◆ **GIVEN INFORMATION**:

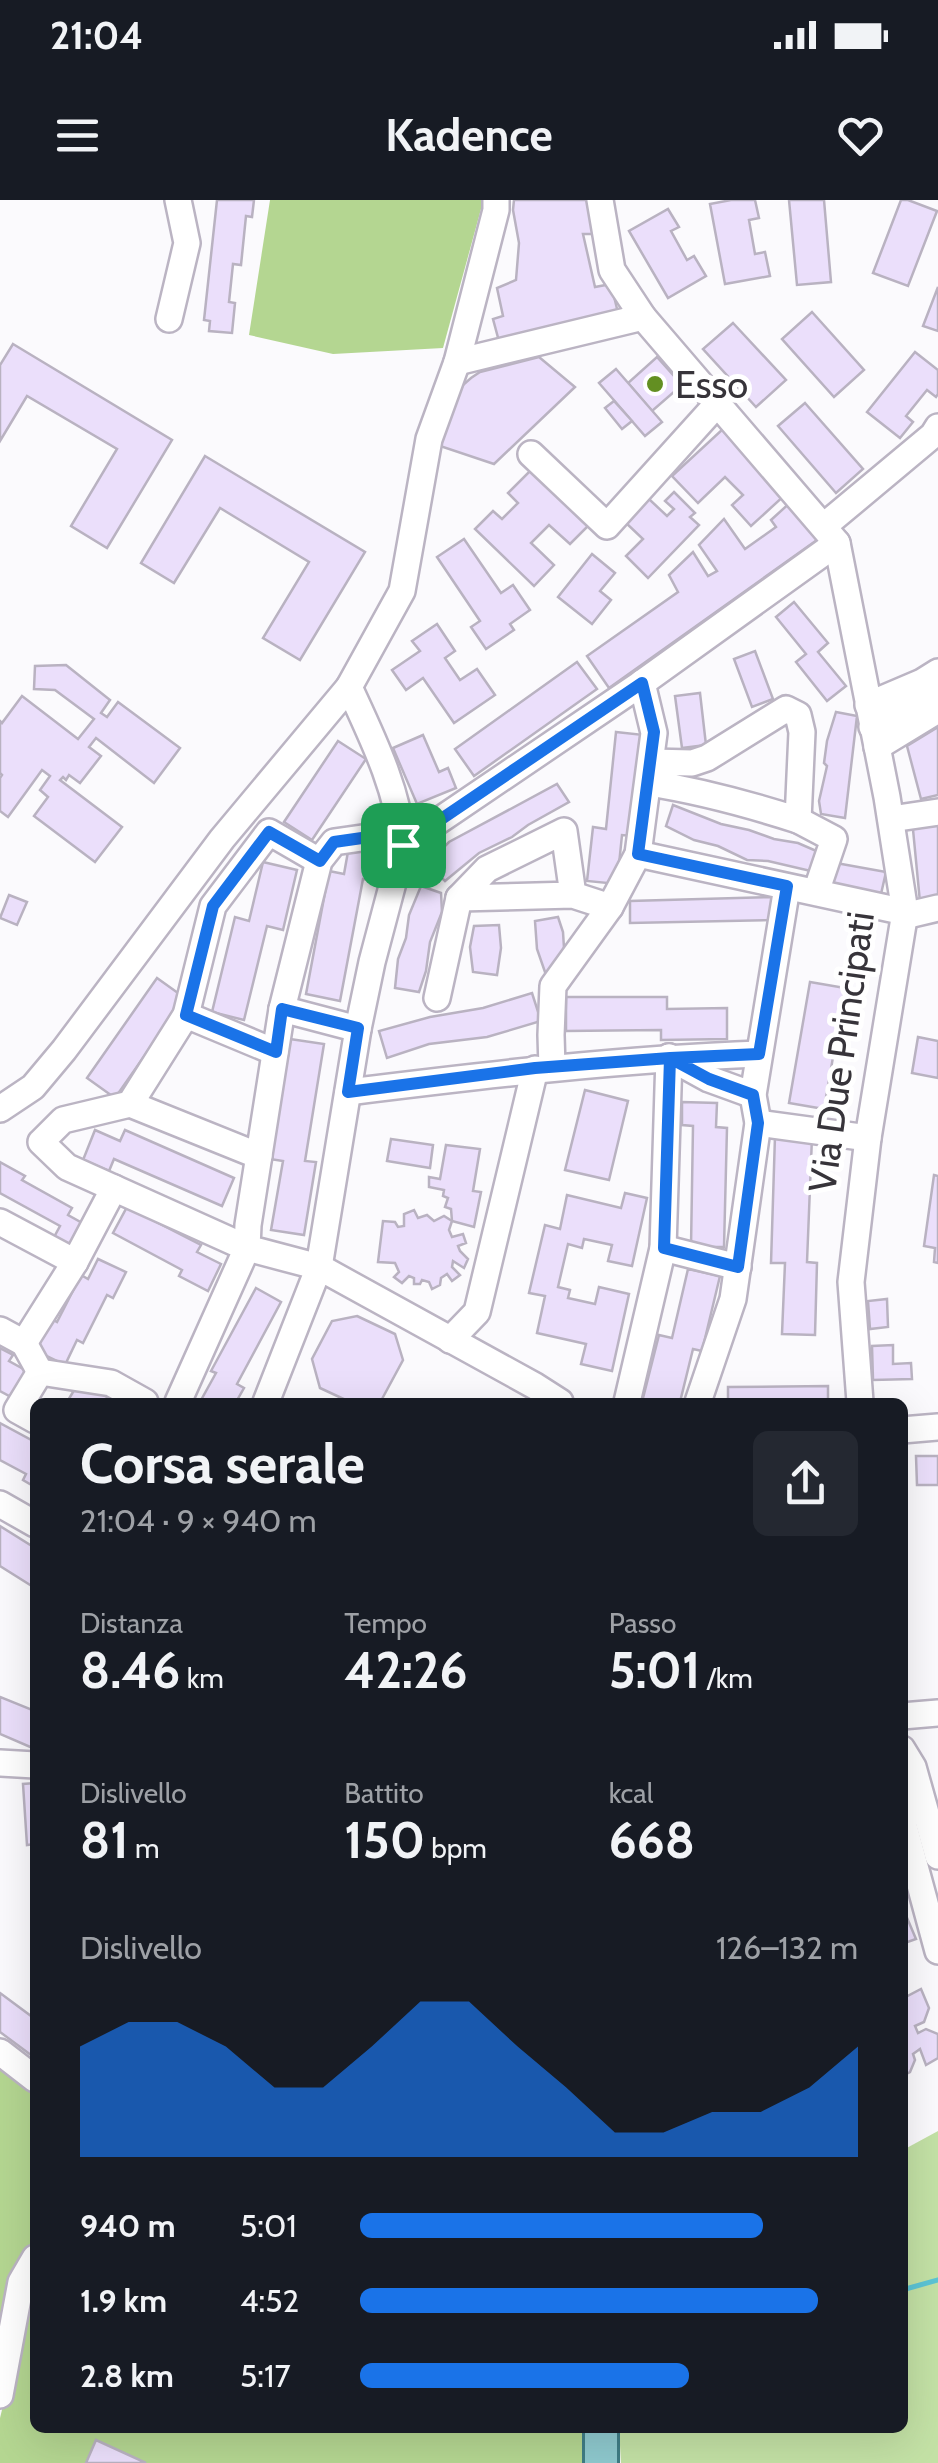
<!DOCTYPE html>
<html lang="it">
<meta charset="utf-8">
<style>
:root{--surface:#171b24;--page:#242831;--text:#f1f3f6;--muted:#9ea1a6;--accent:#1a73e8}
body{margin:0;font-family:Cabin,sans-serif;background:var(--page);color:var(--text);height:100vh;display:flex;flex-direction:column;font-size:38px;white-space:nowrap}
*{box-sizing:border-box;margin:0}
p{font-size:32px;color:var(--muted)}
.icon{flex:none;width:55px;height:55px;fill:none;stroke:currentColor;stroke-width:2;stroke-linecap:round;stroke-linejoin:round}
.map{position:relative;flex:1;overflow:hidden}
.drawer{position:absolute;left:30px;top:1198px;width:878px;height:1035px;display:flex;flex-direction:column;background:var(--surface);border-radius:15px;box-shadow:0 10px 40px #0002}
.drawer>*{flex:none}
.pin{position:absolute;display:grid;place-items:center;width:85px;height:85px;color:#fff;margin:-42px;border-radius:20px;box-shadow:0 5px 15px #0006}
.round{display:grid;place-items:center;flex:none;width:105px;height:105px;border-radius:15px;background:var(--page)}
.overview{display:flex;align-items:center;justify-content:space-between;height:170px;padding:0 50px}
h1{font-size:55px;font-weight:700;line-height:75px}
.figures{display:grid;grid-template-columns:repeat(3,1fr);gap:15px;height:170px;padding:10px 50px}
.figures div{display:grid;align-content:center}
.figures b{font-size:50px;font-weight:700}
.figures small{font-size:28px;font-weight:400}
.figures p{font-size:28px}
.chart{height:280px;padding:20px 50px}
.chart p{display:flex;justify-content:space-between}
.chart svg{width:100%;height:180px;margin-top:10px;fill:var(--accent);opacity:.7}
ul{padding:0 50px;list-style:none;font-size:32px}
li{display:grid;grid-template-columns:160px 120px 1fr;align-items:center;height:75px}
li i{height:25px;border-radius:12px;background:var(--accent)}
.status{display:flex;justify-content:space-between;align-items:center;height:70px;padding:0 50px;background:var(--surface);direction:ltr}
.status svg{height:28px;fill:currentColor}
header{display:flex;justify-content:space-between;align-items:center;height:130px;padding:0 50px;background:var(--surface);font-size:45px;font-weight:700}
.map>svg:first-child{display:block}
</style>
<div class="status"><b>21:04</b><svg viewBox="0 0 49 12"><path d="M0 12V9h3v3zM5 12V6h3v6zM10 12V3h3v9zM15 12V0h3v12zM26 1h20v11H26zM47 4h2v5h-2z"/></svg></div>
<header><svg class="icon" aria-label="menu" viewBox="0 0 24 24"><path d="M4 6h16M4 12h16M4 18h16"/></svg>Kadence<svg class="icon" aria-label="heart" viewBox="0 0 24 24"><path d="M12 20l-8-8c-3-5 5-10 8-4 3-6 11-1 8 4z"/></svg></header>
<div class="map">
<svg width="938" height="2263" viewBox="0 0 938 2263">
<rect width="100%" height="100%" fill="#fbfafd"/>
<path fill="#c3e1a5" d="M938,1931V2263H621L619,2228H902L903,1950Z"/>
<g fill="#b4d691">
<path d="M270,0H481V9L443,148L333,154L249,135Z"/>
<path d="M0,1864L35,1890V2044L7,2082L0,2183Z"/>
<path d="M35,2076V2228H591V2263H0V2218Z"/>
</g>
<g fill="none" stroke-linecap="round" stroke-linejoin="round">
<path stroke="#5cc4d5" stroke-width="5" d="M902,2090L938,2080"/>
</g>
<g fill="#ebdffb" stroke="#b9b2c1" stroke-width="2.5">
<path d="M217,0H254L252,17L246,16L241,65L233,64L229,102L235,103L232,133L209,131L210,121L204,120Z"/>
<path d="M514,0H591L594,34H583L595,87L611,84L619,117L500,145L493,119L503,116L497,88L516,80L519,43L513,10Z"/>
<path d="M731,0H755L759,18L749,20L755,54L765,52L770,76L725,84L710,4Z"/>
<path d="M789,0H824L831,82L797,85Z"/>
<path d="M901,0H908L937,11L908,86L873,73Z"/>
<path d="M668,9L679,27L671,31L687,60L694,56L706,76L668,98L629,31Z"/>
<path d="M938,87V131L923,126Z"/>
<path d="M812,112L864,170L834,197L782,139Z"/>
<path d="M733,123L786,180L756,207L703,149Z"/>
<path d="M13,144L172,240L107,348L71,326L117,249L27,196L0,241V165Z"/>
<path d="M915,152L938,170V194L936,197L927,190L906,216L913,222L900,238L867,212Z"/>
<path d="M539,157L575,187L494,264L440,246L455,201L463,185L471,178L480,172Z"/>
<path d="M657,157L682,185L652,211L628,183Z"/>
<path d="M616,169L662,222L645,236L599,183Z"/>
<path d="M614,201L632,221L622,229L605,208Z"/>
<path d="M805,203L863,269L836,293L778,226Z"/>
<path d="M724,228L786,294L751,326L732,305L743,295L725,277L698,303L672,276Z"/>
<path d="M205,256L365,352L300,460L263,438L309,362L220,308L174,383L141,363Z"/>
<path d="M536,265L593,321L570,344L549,325L531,343L554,365L534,386L475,329L493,311L502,319L518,303L508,293Z"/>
<path d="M674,292L695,313L690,317L699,325L648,378L626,356L643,339L626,323L649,299L667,316L674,309L665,301Z"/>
<path d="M793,300L824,335L609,488L587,456L678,392L669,375L693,352L708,376L717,371L699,345L724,319L745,349L776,327L771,320Z"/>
<path d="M464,339L501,393L513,385L530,410L510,424L514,430L486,449L471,427L480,421L437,357Z"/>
<path d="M592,354L615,373L600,391L611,400L592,424L558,397Z"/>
<path d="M794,402L828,443L818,452L846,486L827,501L796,462L806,454L776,417Z"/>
<path d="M437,424L455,451L445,458L460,480L477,469L495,495L454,523L423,478L406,490L392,470L420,451L412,441Z"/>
<path d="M755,451L773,499L752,507L734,459Z"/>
<path d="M577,462L597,489L474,576L455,549Z"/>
<path d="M66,465L110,500L101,513L107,517L118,502L180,548L154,583L96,538L89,547L101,556L80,583L69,575L66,580L63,577L60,580L122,627L95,662L34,616L48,597L40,590L50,576L42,570L8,617L0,611V578L2,575L0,573V521L2,523L22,496L78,539L94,519L55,490L34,489L35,466Z"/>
<path d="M700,493L706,545L682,548L675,496Z"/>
<path d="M836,512L857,516L845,618L821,614L819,601L827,566L824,563L827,541Z"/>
<path d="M938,527V595L921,599L907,546Z"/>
<path d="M616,532L644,535L633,636L622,635L617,684L587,681L593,627L606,629Z"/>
<path d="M423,535L439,572L448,568L456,588L417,604L393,548Z"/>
<path d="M338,541L366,559L312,640L284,622Z"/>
<path d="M557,584L569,602L528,625L512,637L479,653L445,681L427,664L449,642Z"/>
<path d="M673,605L721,624L749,630L774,639L798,643L821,653L815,672L768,661L747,660L718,646L694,640L666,626Z"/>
<path d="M912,619H938V700L920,702Z"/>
<path d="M349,646L381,652L375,681L363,679L340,801L306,794L329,671L344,674Z"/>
<path d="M263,662L297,670L283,730L267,726L244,820L212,812L235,717L249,721Z"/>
<path d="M836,663L886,672L881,694L832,685Z"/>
<path d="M421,686L441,693L442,712L430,742L426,771L419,792L395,788L398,759L406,738L409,715Z"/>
<path d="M9,695L27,702L17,725L0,718Z"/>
<path d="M773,697V720L630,723V701Z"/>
<path d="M558,717L563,732L564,748L562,773L545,772L537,749L535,721Z"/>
<path d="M499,725L501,748L497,775L473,772L470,747L474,726Z"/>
<path d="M157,778L185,798L115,898L87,878Z"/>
<path d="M810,782L845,788L824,909L789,903Z"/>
<path d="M532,793L541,821L487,837L429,844L387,858L379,831L430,817L483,808Z"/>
<path d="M566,797H667V809L727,808V839L661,840V830L566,831Z"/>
<path d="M918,837L938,841V878L912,873Z"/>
<path d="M290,839L324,844L305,961L316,962L304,1035L271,1030L283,961L270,959Z"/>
<path d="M585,890L628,901L609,980L565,970Z"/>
<path d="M682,902L717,903L716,927L727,928L724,1047H691L693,926L682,925Z"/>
<path d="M95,930L120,941L125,930L234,978L222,1006L114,959L109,971L83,960Z"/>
<path d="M775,936L812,937L807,1062L817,1063L815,1135L782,1134L785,1063H771Z"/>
<path d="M391,939L433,945L430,968L387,961Z"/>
<path d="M446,945L480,949L473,991L481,992L474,1027L452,1021L451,1009L445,1007L448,998L443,996L444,990L429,987V977L440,979Z"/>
<path d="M0,962L25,976L22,980L72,1008L68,1015L84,1024L70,1049L53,1039L60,1026L0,993Z"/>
<path d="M934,975L938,976V1063L934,1062L935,1048L924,1046Z"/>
<path d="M625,993L647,998L632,1066L608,1061L612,1045L584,1039L582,1048L568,1044L558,1087L570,1090L568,1098L595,1104L599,1087L629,1094L612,1171L581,1164L586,1144L537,1133L545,1096L529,1093L545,1025L560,1029L567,995L621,1008Z"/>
<path d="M127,1007L201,1045L197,1052L221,1064L208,1091L179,1076L182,1070L113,1033Z"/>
<path d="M414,1010L418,1018L427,1015L434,1021L444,1016L452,1021L449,1030L452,1037L463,1034L466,1043L458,1046L460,1051L468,1059L464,1068L453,1061L452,1067L460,1075L452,1081L447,1074L441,1078L440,1085L432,1089L429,1082L422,1080L420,1084H414V1078L409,1076L402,1083L394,1077L399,1072L395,1063L378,1062L383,1021L395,1022L398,1027L404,1026V1014Z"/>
<path d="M98,1059L126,1072L113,1098L107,1095L83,1143L77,1140L65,1165L34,1150L50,1118L57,1122L81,1075L88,1079Z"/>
<path d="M688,1069L720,1076L702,1151L693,1149L680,1202H642L659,1135L672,1138Z"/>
<path d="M256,1088L281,1102L237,1184L244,1188L236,1202H200L216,1173L211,1171Z"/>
<path d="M887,1099L888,1127L870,1129L868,1101Z"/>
<path d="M357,1116L395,1134L403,1160L382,1199L366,1202H350L320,1188L312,1159L332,1121Z"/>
<path d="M893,1145V1164L911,1163L912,1179L873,1180L872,1146Z"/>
<path d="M0,1148L13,1155L9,1161L27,1171L13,1198L0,1191Z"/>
<path d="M79,1182L107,1197L110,1193L128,1202H67Z"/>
<path d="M828,1186V1202H728V1187Z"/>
<path d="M0,1223L35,1242V1287L23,1280L26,1274L0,1260Z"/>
<path d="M916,1256H938V1285H917Z"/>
<path d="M0,1326L35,1348V1388L0,1366Z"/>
<path d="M0,1497L35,1511V1549L0,1534Z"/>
<path d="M35,1583V1644L27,1645L23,1584Z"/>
<path d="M902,1706L916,1739L902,1744Z"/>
<path d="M921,1789L929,1808L924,1822L915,1826L918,1833L926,1829L938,1834V1858L926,1865L920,1849L913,1854L915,1860L910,1872L902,1876V1819L905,1817L902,1799Z"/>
<path d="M0,1793L35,1819V1858L0,1832Z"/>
<path d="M96,2240L146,2263H86Z"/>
</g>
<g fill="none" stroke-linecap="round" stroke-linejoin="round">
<g stroke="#bbb4c3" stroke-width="30">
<g id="minor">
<path d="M600,0L612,70L643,117L837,343L887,597L905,712L868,938L851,1082L860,1202"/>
<path d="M169,119L187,43L178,0"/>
<path d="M457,162L643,117"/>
<path d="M531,254L607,326L718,203"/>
<path d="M824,326L933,235L938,227"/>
<path d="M349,487C372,537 398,589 403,645L642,483L837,343"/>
<path d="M868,505L922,482L938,472"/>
<path d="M872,527L932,491"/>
<path d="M877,547L938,510"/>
<path d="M649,583C700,591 748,604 798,620L802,532L798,515L786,509L707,558L692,563L651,562"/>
<path d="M891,619L938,612"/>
<path d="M798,620L834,639L816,692"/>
<path d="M362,638L403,645L372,762L358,829L319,1067L247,1048L248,1025L282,809L319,661L334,642Z"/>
<path d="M638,654L905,712"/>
<path d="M573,695L459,698L487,669L564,631L573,695L610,707"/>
<path d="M904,716L938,708"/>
<path d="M437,798L459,698"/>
<path d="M282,809L358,829"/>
<path d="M186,815L275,852"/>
<path d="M669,857L709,879L753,895"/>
<path d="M552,868L551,835L553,786L610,707L638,654L654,533L642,483"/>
<path d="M348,892C485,875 621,859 759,854"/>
<path d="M130,904L259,956"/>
<path d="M0,909L33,887L64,850L222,639L349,487L402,391L429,239L457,162L496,10V0"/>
<path d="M758,923L868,938"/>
<path d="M0,1022L75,1062"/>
<path d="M663,1048L738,1067"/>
<path d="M0,1130L24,1143L75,1062L114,988"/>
<path d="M450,1140L477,1112L535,869"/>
<path d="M24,1143L40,1172L111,1183L145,1202"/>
<path d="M178,1202L247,1048L67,967L41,942L63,920L130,904L186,815L213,706L269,632L319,661"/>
<path d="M266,1202L319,1067L535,1186L560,1202"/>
<path d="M627,1202L663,1048L669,857"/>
<path d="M698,1202L733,1099L758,923L753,895L787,687"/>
<path d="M35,1220L17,1210L40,1172"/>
<path d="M902,1230L938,1227"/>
<path d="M0,1304L35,1324"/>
<path d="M902,1516L938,1513"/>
<path d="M902,1549L913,1567L938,1656"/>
<path d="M0,1563L35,1565"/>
<path d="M902,1601L904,1626L938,1751"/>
<path d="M0,1852L35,1879"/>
<path d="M0,2195L21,2082L35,2058"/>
</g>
</g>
<g stroke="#3f7d85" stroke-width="38">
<path id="major" d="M601,2263V2228"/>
</g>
<use href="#minor" stroke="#fff" stroke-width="25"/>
<use href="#major" stroke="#8ec9ce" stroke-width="32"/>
</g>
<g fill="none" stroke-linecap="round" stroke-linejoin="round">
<g stroke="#fff" stroke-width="20">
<path id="route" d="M403,645L362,638L334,642L320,661L269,632L213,706L186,815L276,852L282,809L358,828L348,892L535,868L670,858L709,879L753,895L758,923L738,1067L664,1048L670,858L759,854L787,686L638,654L654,532L642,483L403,645"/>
</g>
<use href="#route" stroke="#1a73e8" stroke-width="12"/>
</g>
<circle fill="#638f22" stroke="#fff" stroke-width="4" cx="655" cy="184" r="10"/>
<g text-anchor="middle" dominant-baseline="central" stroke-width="10" stroke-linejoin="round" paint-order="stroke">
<g font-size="38" fill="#37343a" stroke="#fff" text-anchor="start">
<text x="675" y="184">Esso</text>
</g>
<g font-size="38" fill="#37343a" stroke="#fff">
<text transform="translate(841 852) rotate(-82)">Via Due Principati</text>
</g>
</g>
</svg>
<div class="pin" style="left:403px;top:645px;background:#1e9e55"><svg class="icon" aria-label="arrive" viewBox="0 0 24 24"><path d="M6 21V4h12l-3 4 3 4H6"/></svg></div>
<section class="drawer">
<div class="overview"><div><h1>Corsa serale</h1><p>21:04 · 9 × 940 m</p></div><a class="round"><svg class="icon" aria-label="share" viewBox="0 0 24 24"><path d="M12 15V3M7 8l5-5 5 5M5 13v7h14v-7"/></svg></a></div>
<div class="figures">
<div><p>Distanza</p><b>8.46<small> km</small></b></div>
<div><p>Tempo</p><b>42:26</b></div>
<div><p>Passo</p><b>5:01<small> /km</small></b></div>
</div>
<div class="figures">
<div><p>Dislivello</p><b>81<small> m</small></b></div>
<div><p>Battito</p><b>150<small> bpm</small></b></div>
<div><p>kcal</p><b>668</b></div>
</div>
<div class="chart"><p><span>Dislivello</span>126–132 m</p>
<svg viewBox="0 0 160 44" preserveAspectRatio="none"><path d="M0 44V17L10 11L20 11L30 17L40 27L50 27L60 17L70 6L80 6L90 17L100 27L110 38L120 38L130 33L140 33L150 27L160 17V44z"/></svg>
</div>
<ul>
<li><b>940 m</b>5:01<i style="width:81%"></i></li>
<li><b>1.9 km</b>4:52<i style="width:92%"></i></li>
<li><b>2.8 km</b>5:17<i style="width:66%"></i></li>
</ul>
</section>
</div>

◆ **WHAT TO WORK ON**:
Restate word for word the lines from the one holding "<div><p>Dislivello</p><b>81<small> m</small></b></div>" through the last line of the listing, omitting every earlier line.

◆ **ANSWER TO THE EXERCISE**:
<div><p>Dislivello</p><b>81<small> m</small></b></div>
<div><p>Battito</p><b>150<small> bpm</small></b></div>
<div><p>kcal</p><b>668</b></div>
</div>
<div class="chart"><p><span>Dislivello</span>126–132 m</p>
<svg viewBox="0 0 160 44" preserveAspectRatio="none"><path d="M0 44V17L10 11L20 11L30 17L40 27L50 27L60 17L70 6L80 6L90 17L100 27L110 38L120 38L130 33L140 33L150 27L160 17V44z"/></svg>
</div>
<ul>
<li><b>940 m</b>5:01<i style="width:81%"></i></li>
<li><b>1.9 km</b>4:52<i style="width:92%"></i></li>
<li><b>2.8 km</b>5:17<i style="width:66%"></i></li>
</ul>
</section>
</div>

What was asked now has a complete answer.